Sanic server timeout isue

Hi, I am using Sanic(v0.8.3) with websockets and running webserver using:

app.run(host=args.host, port=args.port, workers=args.workers, debug=args.debug, protocol=WebSocketProtocol)

But i am getting ServiceUnavailable(‘Response Timeout’).
Attached is the stacktrace of the error:

ERROR:root:Traceback (most recent call last):
File “/home/deploy/.local/share/virtualenvs/computron-n7i6-y73/lib/python3.6/site-packages/sanic/server.py”, line 174, in response_timeout_callback
raise ServiceUnavailable(‘Response Timeout’)
sanic.exceptions.ServiceUnavailable: Response Timeout

The server works and this issue comes up after some time abruptly.
Please help.

How is your Sanic app deployed?

Its deployed using supervisorctl in linux machine.
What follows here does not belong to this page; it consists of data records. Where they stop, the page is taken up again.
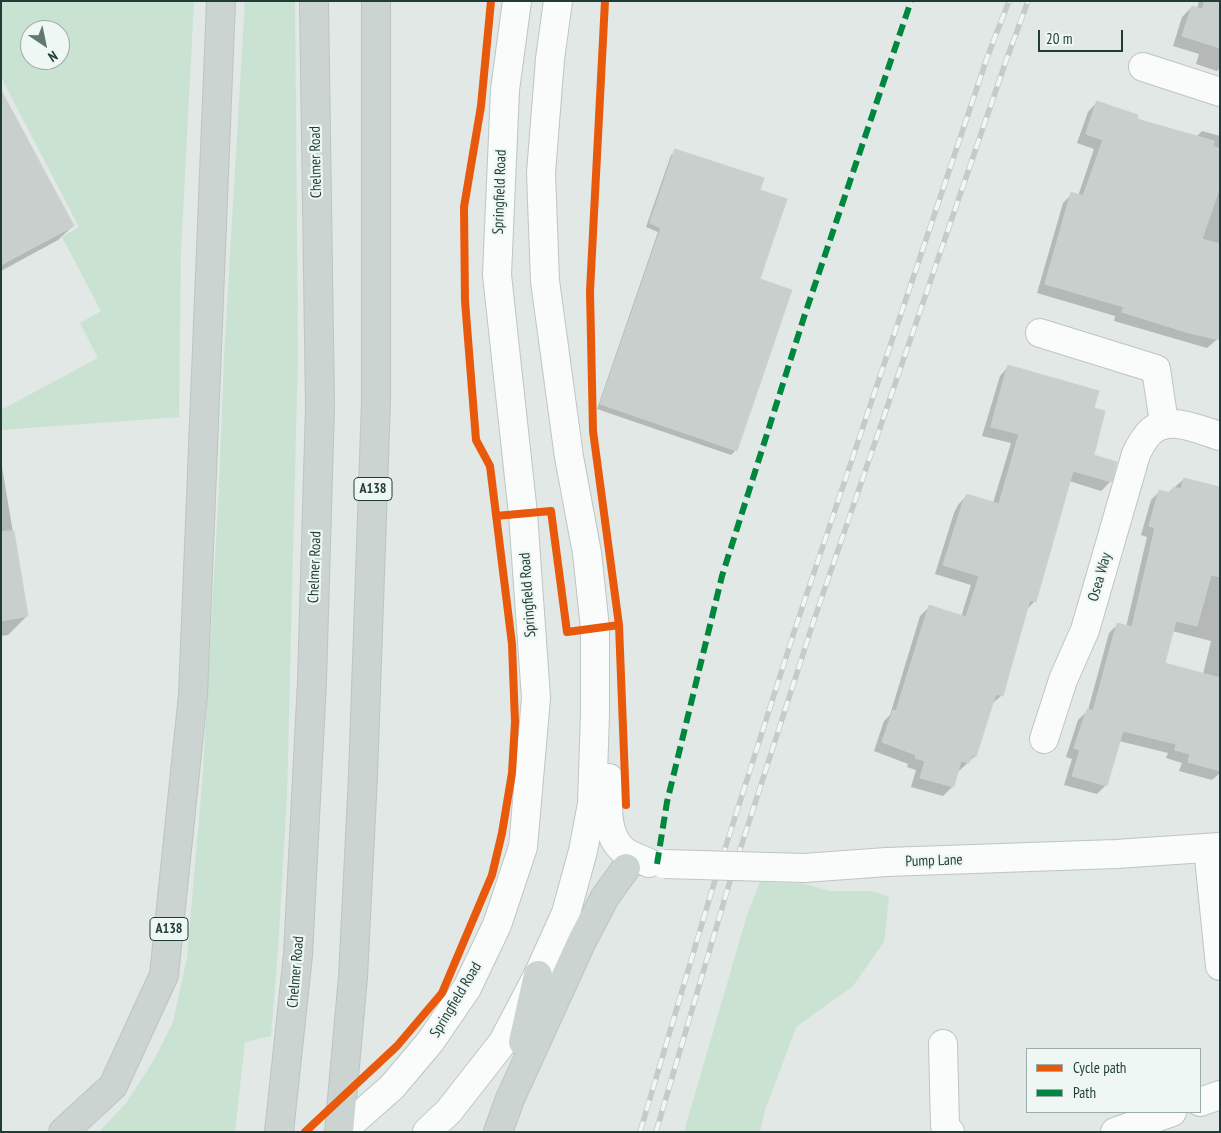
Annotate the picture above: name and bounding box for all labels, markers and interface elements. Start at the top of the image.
north arrow [20,20,70,70]
scale bar [1041,20,1126,52]
text: 20 m [1046,29,1072,48]
text: N [45,47,61,66]
street label: Chelmer Road [306,126,326,198]
street label: Springfield Road [490,149,510,235]
road number: A138 [354,478,392,500]
street label: Chelmer Road [305,531,325,603]
street label: Osea Way [1084,551,1116,603]
street label: Springfield Road [516,552,540,638]
street label: Pump Lane [905,851,963,871]
road number: A138 [150,918,188,941]
street label: Chelmer Road [284,935,308,1009]
street label: Springfield Road [426,959,486,1041]
legend [1026,1048,1201,1113]
text: Cycle path [1073,1058,1126,1077]
text: Path [1073,1083,1096,1102]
The timeout mostly comes after prolonged usage or when i do load testing of APIs/websockets.

Are you making any modifications to the Protocol? Are you using the latest version of Sanic (0.8.3)?

i did pip freeze in the virtual environment. Here is the output:

sanic==0.8.3
Sanic-Cors==0.9.7
Sanic-Plugins-Framework==0.6.5
sanic-prometheus==0.1.4
sanic-sentry==0.1.7

And i have implemented web-sockets using blueprint and running the app server like the way i have mentioned above.

Thanks @kingshukb. I really would like to help you figure this one out.

I need to check this for sure, but I believe the problem is in using WebSocketProtocol to inside the run method. Basically, _last_request_time gets set by the execute_request_handler upon response. But, the request_timeout_callback only executes when there is no websocket connection made.

Therefore, it looks to me like there is some sort of failure to create a handshake and upgrade the connection to a websocket.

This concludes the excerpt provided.